For the data below, give the number of lines in which "highway" occurs. Include nothing besides that number.

(Stored entries)
================
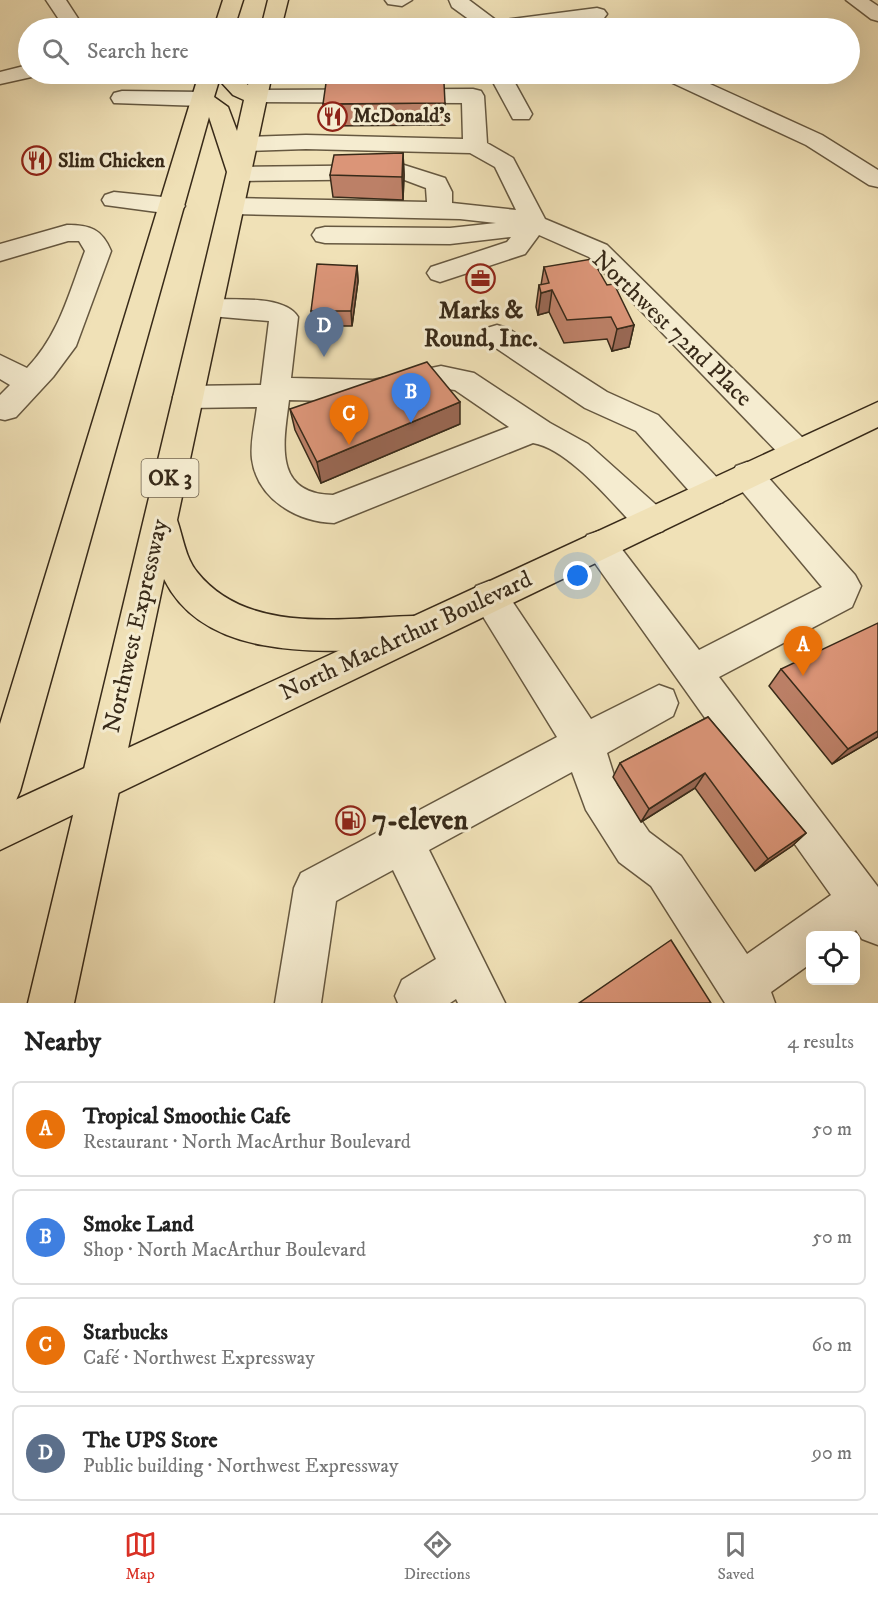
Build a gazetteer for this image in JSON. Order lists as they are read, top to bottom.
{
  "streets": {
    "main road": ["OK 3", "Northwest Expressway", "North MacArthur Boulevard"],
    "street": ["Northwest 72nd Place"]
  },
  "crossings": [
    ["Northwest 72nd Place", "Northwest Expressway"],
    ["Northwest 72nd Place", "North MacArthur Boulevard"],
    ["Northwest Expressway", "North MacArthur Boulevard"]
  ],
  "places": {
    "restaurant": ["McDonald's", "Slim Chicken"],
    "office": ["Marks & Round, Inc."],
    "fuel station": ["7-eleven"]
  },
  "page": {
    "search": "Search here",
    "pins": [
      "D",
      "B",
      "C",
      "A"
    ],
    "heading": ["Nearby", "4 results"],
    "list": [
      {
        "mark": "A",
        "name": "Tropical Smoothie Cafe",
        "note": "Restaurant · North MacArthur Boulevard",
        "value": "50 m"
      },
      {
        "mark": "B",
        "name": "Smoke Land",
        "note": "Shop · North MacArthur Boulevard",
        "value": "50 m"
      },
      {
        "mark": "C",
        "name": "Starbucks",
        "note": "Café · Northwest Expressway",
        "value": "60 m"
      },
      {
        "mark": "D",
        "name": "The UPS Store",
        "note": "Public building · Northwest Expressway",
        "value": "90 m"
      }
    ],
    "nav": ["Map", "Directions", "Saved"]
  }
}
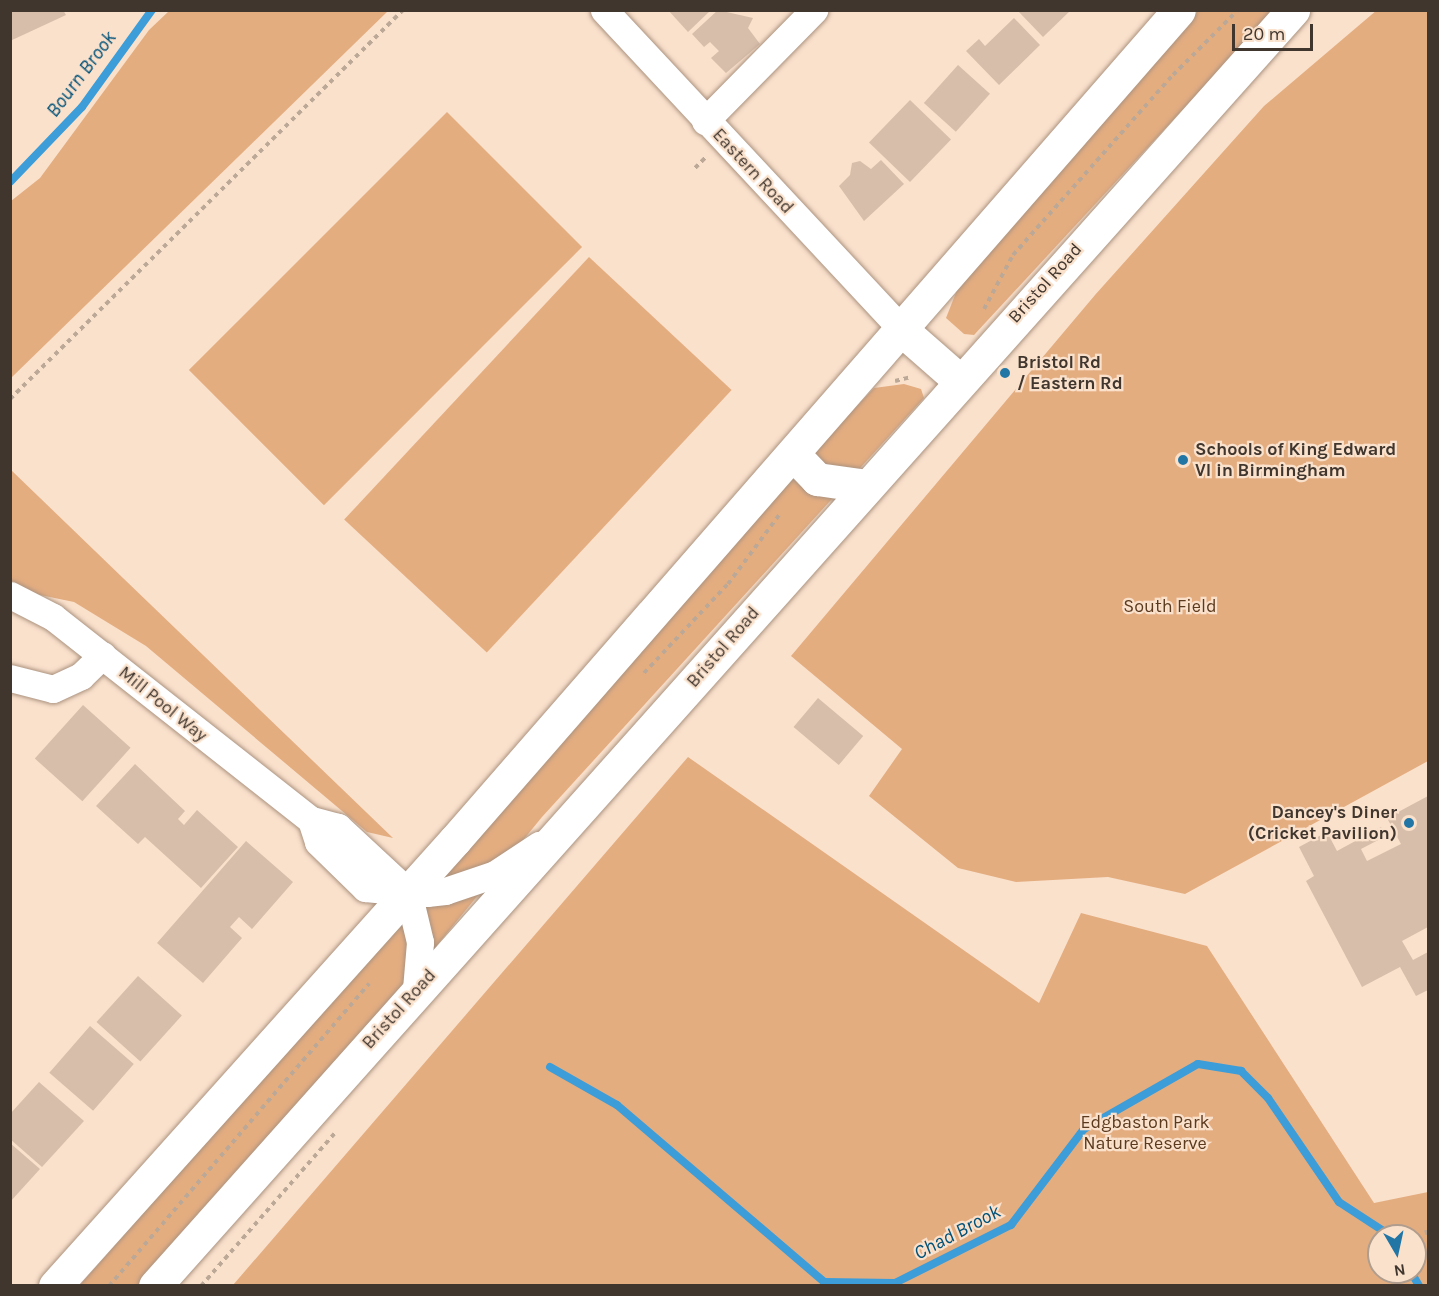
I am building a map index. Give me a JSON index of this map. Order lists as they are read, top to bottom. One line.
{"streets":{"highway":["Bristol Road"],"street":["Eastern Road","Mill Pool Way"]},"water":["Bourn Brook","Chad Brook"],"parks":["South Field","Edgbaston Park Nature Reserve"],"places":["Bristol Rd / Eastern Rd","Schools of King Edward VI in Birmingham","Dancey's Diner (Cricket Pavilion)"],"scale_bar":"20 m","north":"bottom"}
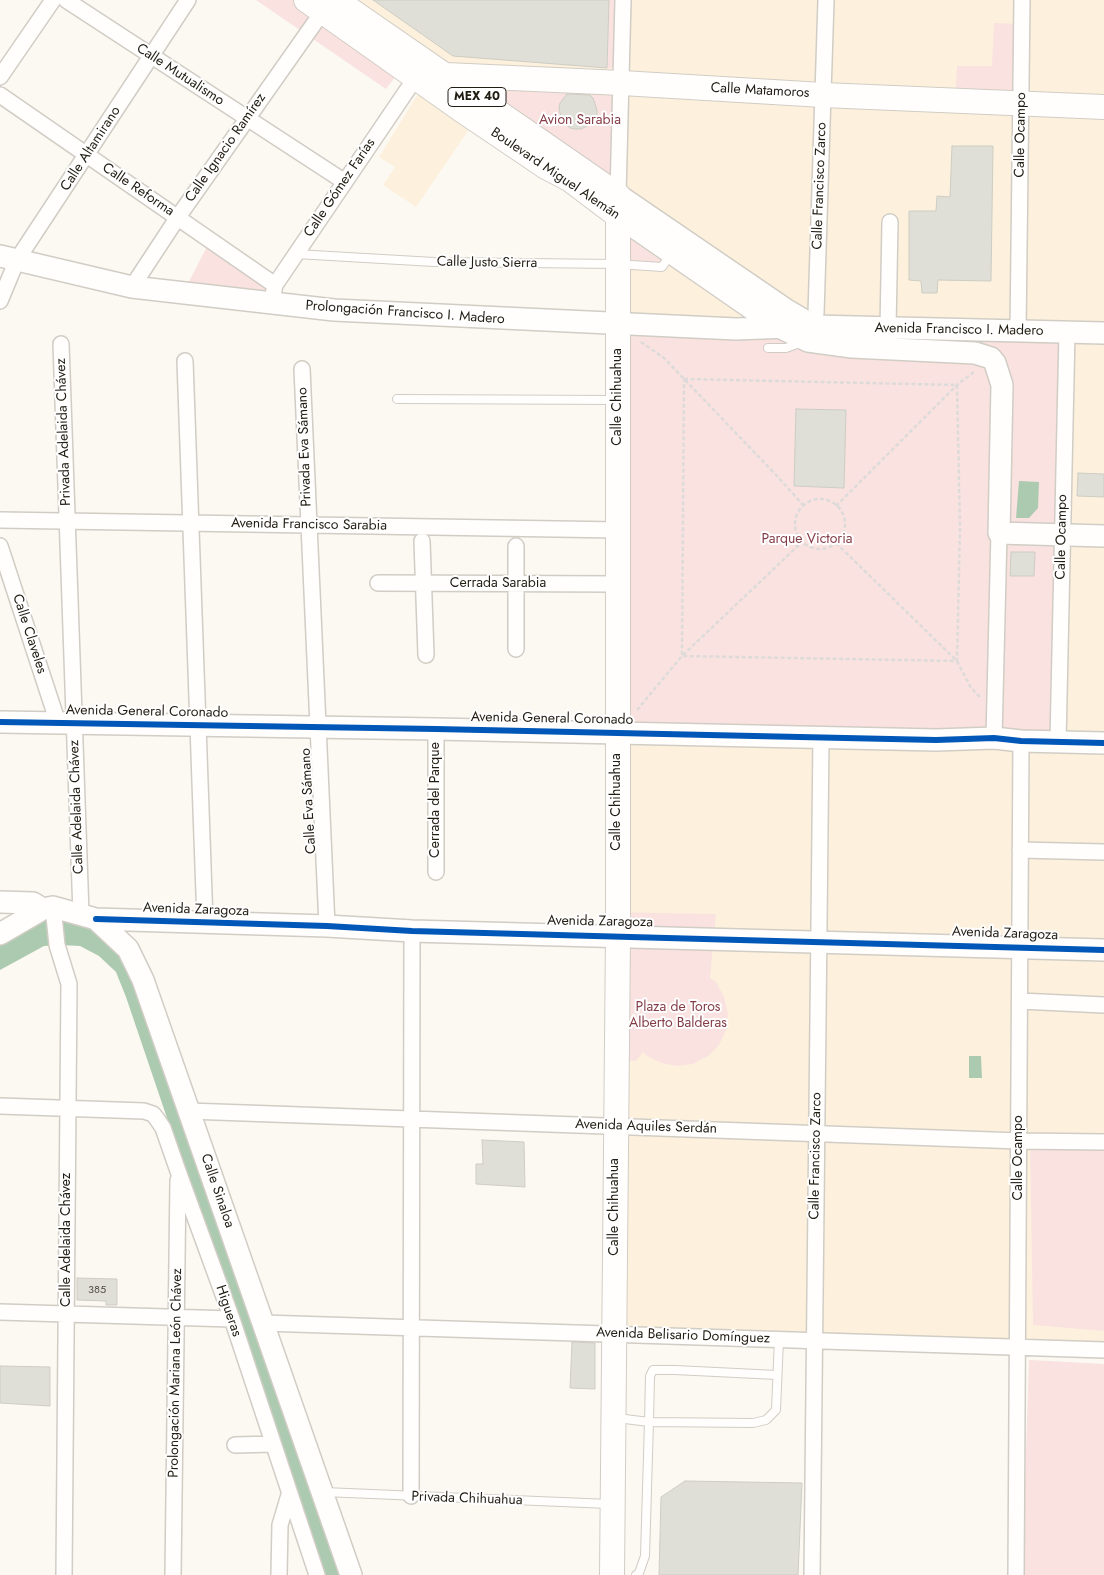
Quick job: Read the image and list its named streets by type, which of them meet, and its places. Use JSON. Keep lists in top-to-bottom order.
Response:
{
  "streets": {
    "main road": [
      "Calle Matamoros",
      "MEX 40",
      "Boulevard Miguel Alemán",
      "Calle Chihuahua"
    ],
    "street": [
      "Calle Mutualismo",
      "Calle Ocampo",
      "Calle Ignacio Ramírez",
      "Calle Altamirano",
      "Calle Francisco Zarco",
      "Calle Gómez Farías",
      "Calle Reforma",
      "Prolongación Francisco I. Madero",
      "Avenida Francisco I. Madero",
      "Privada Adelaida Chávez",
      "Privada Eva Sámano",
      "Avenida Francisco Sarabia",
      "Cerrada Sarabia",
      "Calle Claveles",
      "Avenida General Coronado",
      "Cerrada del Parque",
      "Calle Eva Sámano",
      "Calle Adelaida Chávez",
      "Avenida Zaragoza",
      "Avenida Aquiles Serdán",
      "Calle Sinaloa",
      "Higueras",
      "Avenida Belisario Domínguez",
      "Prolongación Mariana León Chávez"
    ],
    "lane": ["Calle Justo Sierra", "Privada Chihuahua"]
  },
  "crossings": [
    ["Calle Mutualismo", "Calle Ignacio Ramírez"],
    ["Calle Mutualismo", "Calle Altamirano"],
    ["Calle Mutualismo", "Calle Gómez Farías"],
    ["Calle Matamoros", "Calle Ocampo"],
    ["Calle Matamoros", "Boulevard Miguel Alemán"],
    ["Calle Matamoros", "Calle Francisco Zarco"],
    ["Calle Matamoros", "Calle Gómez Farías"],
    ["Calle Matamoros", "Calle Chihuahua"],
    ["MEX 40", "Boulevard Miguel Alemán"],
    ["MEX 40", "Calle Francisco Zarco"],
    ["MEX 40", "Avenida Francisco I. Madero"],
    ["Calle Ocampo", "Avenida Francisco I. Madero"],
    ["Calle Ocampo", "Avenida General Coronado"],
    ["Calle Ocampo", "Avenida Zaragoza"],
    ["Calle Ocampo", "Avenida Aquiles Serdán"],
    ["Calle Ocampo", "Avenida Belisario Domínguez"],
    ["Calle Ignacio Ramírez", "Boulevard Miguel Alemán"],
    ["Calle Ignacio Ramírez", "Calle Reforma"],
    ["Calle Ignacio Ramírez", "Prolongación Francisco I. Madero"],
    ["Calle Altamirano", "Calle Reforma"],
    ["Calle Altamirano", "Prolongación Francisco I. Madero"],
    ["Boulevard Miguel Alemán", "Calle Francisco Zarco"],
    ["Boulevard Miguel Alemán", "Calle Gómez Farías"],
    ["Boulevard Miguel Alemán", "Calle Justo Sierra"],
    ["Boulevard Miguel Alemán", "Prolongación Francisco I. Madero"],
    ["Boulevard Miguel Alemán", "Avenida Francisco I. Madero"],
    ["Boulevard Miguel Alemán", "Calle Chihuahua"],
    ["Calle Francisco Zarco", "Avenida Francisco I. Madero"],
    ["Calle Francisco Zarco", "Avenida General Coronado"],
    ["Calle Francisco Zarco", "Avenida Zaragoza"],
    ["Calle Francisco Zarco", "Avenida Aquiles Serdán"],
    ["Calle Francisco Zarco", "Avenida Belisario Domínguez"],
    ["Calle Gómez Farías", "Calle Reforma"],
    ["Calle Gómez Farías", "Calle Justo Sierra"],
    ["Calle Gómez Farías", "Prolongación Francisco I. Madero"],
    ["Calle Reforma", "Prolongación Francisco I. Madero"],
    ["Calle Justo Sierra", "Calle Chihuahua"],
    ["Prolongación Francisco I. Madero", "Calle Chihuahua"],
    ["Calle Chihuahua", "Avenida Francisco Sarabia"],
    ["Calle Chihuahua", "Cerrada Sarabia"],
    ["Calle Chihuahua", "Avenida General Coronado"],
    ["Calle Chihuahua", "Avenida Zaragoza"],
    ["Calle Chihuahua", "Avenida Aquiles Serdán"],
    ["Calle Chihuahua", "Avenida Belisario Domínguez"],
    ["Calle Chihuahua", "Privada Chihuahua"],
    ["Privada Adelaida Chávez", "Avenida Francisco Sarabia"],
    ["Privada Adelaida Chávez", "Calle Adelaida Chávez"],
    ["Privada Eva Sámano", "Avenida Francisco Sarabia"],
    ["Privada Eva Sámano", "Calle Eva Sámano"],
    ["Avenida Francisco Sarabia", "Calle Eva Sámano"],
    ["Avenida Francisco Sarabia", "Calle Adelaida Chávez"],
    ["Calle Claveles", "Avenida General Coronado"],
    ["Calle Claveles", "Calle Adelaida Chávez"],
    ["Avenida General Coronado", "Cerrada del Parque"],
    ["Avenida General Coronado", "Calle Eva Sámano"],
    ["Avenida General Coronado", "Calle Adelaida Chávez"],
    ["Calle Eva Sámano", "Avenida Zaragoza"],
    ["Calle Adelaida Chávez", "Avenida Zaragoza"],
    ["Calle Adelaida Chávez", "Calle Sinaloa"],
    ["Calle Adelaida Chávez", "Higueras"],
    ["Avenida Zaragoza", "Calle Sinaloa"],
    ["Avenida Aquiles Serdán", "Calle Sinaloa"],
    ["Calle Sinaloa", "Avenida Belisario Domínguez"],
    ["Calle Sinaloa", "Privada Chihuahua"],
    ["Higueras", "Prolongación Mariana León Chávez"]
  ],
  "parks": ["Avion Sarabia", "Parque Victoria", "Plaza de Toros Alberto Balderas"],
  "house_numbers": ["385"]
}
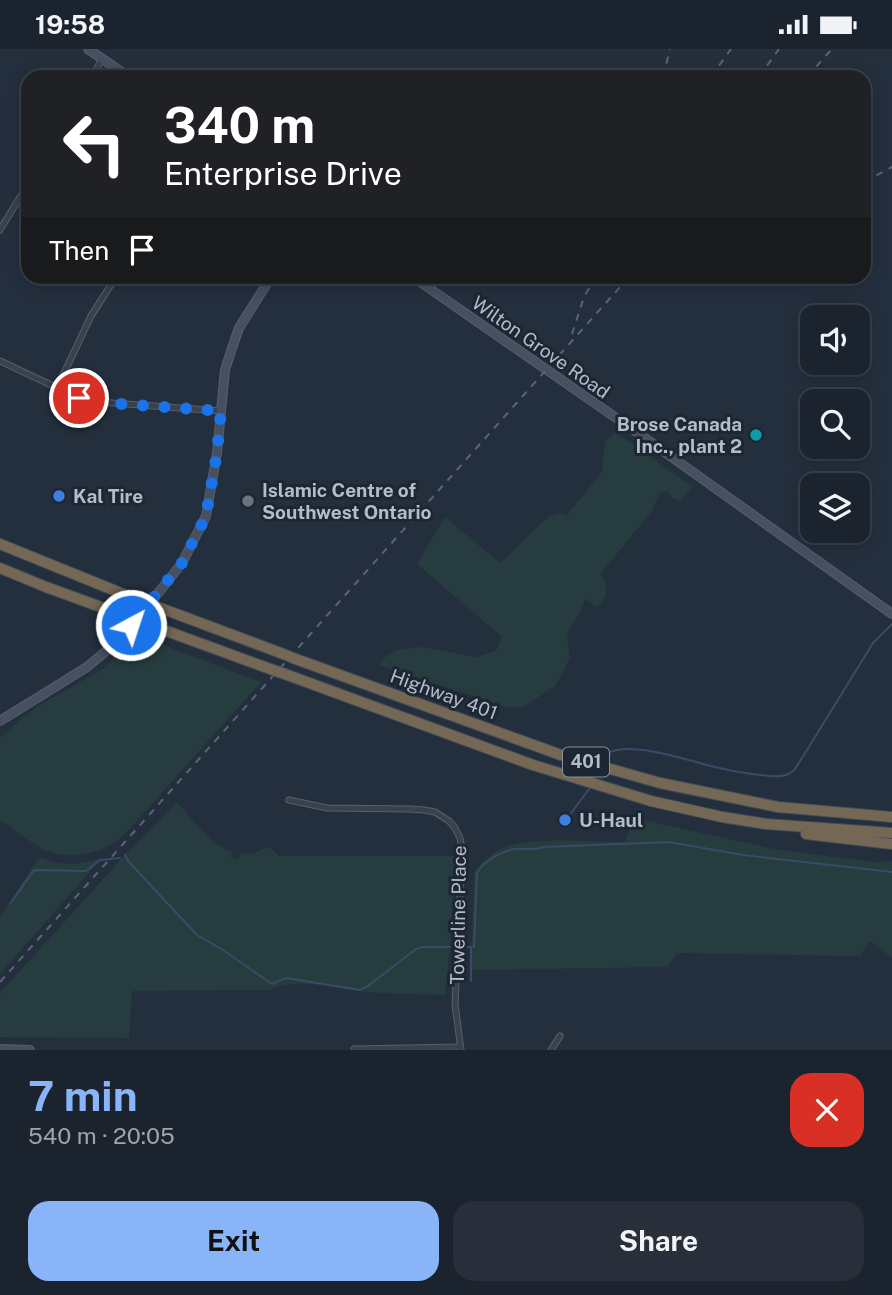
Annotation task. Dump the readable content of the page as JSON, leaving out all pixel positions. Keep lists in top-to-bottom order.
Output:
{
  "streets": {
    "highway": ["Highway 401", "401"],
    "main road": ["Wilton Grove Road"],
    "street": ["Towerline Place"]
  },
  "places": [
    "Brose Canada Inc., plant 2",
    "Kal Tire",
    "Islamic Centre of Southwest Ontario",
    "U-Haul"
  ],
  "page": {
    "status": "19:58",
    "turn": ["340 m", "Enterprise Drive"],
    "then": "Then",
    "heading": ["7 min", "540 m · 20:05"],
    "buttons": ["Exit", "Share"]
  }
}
================
Result of the exercise —
2